▶ **PROBLEM TO WORK ON**
Your answer is a copy of every line in the records where "small" appears.

(Saved entries)
+--
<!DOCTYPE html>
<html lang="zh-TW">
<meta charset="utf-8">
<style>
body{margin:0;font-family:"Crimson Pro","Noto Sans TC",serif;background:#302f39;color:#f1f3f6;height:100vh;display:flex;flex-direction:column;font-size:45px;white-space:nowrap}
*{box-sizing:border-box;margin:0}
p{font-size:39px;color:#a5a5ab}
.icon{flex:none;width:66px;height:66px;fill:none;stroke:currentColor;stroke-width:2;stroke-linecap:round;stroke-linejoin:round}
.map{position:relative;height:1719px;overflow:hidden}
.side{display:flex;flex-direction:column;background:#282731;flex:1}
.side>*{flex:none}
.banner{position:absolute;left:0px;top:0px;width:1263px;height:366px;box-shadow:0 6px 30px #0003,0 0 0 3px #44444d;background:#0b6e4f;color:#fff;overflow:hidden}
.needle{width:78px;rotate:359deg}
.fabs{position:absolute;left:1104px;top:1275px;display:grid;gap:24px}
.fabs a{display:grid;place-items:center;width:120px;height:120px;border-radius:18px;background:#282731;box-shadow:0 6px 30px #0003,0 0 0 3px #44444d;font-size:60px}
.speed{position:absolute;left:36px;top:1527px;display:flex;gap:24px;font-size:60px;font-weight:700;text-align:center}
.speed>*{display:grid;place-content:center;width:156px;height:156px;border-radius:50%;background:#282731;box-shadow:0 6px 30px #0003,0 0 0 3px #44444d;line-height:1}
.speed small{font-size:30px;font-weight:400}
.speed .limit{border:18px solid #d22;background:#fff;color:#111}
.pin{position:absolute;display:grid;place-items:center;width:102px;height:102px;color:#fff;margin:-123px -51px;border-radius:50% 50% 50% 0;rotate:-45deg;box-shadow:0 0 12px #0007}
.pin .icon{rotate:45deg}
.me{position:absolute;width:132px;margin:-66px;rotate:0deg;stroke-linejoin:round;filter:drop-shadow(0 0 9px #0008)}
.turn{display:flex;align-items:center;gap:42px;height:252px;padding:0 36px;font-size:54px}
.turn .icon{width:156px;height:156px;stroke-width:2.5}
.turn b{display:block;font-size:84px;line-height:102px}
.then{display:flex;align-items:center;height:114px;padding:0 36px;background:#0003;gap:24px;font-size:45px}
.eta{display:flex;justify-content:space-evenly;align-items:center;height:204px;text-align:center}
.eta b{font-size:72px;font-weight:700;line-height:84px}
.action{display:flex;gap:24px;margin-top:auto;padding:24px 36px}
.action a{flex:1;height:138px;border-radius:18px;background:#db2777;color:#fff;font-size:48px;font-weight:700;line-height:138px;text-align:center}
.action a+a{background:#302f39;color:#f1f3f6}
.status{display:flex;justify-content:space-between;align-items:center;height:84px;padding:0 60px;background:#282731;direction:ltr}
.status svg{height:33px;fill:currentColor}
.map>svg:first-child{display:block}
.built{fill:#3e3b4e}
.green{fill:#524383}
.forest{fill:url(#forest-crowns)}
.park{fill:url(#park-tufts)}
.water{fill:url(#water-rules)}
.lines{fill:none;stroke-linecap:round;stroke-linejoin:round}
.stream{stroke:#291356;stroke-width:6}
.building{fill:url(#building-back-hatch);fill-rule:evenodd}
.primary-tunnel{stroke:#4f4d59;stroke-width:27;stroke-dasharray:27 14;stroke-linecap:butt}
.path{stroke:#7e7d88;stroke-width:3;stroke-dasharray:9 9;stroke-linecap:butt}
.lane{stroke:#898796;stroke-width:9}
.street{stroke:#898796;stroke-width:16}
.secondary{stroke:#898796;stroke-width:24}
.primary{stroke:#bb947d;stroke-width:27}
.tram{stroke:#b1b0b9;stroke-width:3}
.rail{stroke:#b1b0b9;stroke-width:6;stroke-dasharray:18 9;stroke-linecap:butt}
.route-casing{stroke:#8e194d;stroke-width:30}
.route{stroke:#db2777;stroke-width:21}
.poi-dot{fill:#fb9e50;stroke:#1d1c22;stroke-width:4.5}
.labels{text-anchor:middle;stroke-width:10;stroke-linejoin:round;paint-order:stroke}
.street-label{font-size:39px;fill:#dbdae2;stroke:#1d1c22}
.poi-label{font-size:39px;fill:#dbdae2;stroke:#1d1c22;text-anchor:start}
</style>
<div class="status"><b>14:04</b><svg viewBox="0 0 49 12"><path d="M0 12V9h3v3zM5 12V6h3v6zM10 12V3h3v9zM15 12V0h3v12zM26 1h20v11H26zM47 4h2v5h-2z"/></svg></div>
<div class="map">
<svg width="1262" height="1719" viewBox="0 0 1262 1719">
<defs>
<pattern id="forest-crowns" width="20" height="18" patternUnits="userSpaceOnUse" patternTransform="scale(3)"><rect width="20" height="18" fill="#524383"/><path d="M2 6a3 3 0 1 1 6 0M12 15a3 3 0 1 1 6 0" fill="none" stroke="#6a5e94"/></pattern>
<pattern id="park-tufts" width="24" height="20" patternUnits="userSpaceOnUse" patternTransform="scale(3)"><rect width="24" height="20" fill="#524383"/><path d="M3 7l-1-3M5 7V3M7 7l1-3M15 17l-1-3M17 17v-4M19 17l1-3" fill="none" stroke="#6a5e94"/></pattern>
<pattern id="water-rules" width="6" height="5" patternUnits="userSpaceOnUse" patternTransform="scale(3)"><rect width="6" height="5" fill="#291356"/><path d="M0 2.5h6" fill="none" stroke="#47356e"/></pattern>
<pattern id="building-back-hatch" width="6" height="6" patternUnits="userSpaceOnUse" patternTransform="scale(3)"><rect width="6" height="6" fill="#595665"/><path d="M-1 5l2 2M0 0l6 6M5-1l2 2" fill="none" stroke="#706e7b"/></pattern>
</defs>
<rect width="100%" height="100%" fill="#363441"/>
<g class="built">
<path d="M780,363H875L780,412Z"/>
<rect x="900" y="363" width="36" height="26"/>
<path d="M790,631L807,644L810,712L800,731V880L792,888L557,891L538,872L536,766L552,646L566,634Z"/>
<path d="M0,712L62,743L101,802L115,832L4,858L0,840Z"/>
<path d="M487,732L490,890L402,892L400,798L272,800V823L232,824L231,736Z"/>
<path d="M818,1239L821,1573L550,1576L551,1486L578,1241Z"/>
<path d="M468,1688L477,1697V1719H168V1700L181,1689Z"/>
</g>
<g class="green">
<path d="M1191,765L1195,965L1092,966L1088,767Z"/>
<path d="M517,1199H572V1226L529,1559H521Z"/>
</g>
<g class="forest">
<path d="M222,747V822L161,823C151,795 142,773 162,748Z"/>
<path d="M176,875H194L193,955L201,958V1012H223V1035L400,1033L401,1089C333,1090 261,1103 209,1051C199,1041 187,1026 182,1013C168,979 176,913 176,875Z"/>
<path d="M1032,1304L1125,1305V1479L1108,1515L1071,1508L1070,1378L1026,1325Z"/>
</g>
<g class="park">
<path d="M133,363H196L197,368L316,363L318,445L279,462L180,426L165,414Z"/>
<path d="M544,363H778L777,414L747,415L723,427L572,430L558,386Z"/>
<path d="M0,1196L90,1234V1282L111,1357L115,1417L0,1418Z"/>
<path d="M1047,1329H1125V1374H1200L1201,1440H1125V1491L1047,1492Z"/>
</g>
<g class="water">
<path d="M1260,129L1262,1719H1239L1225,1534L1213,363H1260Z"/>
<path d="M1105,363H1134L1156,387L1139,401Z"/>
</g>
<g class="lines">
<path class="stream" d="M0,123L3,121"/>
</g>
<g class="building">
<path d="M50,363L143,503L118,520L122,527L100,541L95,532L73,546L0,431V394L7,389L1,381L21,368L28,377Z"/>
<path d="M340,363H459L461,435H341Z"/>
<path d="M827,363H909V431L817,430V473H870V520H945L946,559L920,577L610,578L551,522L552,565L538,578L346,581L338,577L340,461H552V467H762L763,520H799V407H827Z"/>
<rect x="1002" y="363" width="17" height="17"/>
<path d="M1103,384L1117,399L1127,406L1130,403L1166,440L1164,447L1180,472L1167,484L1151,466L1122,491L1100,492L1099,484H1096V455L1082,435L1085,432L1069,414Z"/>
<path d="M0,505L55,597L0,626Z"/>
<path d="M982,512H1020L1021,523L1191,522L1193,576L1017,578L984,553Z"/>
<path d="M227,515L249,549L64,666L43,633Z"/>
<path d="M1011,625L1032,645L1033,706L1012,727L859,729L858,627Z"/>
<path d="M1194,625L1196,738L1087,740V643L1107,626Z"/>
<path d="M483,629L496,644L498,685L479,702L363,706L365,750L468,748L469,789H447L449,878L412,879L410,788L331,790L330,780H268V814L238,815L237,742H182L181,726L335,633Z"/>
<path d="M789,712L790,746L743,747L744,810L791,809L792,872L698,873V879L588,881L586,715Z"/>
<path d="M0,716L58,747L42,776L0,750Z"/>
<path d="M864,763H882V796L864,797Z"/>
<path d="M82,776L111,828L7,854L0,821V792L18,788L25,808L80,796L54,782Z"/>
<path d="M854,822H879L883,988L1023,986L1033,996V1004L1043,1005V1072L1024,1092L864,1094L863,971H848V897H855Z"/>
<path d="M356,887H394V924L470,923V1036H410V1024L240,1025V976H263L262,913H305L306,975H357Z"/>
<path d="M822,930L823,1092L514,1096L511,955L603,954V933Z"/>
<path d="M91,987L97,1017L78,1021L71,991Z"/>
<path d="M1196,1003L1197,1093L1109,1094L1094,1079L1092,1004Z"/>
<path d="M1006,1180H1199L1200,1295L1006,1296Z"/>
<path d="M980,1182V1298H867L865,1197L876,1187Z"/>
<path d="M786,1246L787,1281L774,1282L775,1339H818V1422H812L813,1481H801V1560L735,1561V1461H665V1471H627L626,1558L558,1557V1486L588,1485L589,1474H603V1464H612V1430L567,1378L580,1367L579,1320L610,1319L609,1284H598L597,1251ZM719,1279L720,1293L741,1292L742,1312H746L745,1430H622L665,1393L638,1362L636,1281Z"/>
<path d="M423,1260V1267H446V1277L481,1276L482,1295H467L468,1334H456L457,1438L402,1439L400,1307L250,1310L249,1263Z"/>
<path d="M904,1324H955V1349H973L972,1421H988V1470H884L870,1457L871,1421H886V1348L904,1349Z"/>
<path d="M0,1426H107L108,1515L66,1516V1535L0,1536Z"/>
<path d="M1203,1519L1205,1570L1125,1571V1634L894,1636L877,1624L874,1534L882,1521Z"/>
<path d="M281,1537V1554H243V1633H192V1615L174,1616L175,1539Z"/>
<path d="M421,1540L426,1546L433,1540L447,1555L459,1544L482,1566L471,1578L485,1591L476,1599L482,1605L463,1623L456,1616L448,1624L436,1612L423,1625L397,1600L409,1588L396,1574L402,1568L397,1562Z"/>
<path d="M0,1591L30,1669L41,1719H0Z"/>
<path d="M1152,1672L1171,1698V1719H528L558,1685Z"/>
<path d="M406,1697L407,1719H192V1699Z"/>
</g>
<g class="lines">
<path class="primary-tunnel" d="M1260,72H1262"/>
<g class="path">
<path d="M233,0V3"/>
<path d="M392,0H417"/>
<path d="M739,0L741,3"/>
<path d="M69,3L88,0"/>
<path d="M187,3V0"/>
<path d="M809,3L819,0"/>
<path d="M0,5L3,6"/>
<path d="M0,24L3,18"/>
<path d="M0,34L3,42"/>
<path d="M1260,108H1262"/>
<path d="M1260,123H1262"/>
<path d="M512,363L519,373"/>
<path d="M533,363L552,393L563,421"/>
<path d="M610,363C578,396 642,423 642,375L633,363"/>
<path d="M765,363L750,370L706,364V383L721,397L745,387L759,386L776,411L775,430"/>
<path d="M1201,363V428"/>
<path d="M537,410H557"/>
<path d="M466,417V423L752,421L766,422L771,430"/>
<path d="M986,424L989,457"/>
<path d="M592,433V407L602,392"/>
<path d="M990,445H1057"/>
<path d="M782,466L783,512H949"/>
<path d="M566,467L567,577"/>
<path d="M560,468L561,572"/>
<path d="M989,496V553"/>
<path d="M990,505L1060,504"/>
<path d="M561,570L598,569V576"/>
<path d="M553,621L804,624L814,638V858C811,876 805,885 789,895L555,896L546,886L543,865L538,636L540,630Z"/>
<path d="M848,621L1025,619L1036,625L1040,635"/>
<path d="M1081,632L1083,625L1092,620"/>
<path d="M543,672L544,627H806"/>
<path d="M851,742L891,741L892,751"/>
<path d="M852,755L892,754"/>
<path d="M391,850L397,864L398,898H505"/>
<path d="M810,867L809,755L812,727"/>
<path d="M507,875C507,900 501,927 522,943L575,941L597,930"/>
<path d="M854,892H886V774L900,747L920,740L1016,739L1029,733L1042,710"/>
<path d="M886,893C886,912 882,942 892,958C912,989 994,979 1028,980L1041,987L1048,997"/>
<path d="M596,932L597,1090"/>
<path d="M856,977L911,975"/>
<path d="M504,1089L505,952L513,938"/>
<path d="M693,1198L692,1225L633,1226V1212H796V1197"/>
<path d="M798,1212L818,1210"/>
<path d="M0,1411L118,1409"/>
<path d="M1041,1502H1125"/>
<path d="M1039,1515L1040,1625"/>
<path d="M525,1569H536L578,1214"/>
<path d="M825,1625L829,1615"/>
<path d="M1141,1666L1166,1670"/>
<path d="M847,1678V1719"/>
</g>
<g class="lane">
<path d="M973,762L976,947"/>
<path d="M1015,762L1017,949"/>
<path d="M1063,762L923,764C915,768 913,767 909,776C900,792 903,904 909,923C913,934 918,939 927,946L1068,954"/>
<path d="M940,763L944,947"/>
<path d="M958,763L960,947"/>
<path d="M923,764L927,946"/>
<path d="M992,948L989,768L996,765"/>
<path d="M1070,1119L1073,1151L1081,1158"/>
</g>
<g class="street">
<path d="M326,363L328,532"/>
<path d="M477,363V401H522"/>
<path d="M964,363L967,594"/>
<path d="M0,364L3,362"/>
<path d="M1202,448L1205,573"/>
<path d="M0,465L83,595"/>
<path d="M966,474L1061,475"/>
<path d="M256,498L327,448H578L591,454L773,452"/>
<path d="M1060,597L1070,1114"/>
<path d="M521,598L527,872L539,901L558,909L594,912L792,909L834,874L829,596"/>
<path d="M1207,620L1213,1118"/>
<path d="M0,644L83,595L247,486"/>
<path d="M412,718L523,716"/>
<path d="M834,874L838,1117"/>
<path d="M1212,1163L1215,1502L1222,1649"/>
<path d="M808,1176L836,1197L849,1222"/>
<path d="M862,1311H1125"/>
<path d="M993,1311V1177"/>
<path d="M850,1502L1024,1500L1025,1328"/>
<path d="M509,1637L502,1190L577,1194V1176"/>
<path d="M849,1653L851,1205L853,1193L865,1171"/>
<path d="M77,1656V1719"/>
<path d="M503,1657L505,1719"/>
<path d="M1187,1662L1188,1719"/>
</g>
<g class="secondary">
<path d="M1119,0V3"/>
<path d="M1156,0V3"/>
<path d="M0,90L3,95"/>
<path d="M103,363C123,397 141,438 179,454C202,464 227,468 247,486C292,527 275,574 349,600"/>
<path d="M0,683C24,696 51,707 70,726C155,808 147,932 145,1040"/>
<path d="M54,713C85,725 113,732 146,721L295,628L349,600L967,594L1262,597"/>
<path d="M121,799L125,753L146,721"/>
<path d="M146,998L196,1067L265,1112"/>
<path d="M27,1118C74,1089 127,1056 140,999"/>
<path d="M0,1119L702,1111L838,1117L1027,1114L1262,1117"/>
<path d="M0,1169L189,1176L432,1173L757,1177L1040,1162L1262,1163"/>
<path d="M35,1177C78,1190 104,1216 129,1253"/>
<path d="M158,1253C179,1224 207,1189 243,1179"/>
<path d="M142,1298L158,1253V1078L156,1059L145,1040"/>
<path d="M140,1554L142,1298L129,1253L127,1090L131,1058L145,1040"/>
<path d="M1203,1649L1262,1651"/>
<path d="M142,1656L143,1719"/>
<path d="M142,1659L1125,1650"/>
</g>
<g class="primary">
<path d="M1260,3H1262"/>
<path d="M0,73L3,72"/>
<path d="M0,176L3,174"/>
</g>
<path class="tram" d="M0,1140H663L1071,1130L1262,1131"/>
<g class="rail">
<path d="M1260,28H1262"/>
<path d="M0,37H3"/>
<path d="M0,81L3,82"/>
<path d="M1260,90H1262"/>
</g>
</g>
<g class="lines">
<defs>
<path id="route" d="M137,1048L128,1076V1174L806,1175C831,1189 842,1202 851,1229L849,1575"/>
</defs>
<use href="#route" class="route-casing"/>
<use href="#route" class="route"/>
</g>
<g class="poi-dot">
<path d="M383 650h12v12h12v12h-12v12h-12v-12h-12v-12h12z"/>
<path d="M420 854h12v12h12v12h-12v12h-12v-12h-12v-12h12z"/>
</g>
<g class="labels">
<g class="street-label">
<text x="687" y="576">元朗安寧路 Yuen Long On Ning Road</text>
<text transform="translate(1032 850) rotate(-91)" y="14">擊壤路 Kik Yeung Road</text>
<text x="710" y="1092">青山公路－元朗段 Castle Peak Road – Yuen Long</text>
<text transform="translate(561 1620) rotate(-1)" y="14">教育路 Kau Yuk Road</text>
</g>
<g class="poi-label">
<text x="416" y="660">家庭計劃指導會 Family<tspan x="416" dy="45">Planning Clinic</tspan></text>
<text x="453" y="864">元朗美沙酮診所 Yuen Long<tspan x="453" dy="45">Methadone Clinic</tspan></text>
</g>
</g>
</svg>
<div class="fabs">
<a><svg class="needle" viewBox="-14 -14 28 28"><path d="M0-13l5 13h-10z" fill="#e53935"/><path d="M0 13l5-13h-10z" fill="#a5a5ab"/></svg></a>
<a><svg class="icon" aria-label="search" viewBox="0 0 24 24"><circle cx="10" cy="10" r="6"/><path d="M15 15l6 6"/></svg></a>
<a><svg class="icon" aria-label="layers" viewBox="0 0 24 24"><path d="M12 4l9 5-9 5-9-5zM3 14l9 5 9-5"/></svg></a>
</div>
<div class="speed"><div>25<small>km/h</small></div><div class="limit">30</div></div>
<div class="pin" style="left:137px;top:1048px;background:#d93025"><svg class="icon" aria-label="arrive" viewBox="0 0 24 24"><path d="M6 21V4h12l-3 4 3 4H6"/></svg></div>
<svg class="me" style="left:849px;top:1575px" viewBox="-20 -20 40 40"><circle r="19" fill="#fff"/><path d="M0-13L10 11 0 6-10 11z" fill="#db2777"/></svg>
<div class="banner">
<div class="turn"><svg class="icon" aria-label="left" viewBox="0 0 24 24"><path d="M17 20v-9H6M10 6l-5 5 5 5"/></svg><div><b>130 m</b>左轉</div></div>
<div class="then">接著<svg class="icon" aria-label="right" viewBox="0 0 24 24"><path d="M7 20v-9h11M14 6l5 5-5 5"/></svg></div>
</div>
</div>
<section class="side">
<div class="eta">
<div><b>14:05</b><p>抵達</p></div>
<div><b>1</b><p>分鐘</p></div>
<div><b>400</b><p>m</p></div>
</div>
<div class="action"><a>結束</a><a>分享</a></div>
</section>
+--
▶ **WRITTEN RESPONSE**
.speed small{font-size:30px;font-weight:400}
<div class="speed"><div>25<small>km/h</small></div><div class="limit">30</div></div>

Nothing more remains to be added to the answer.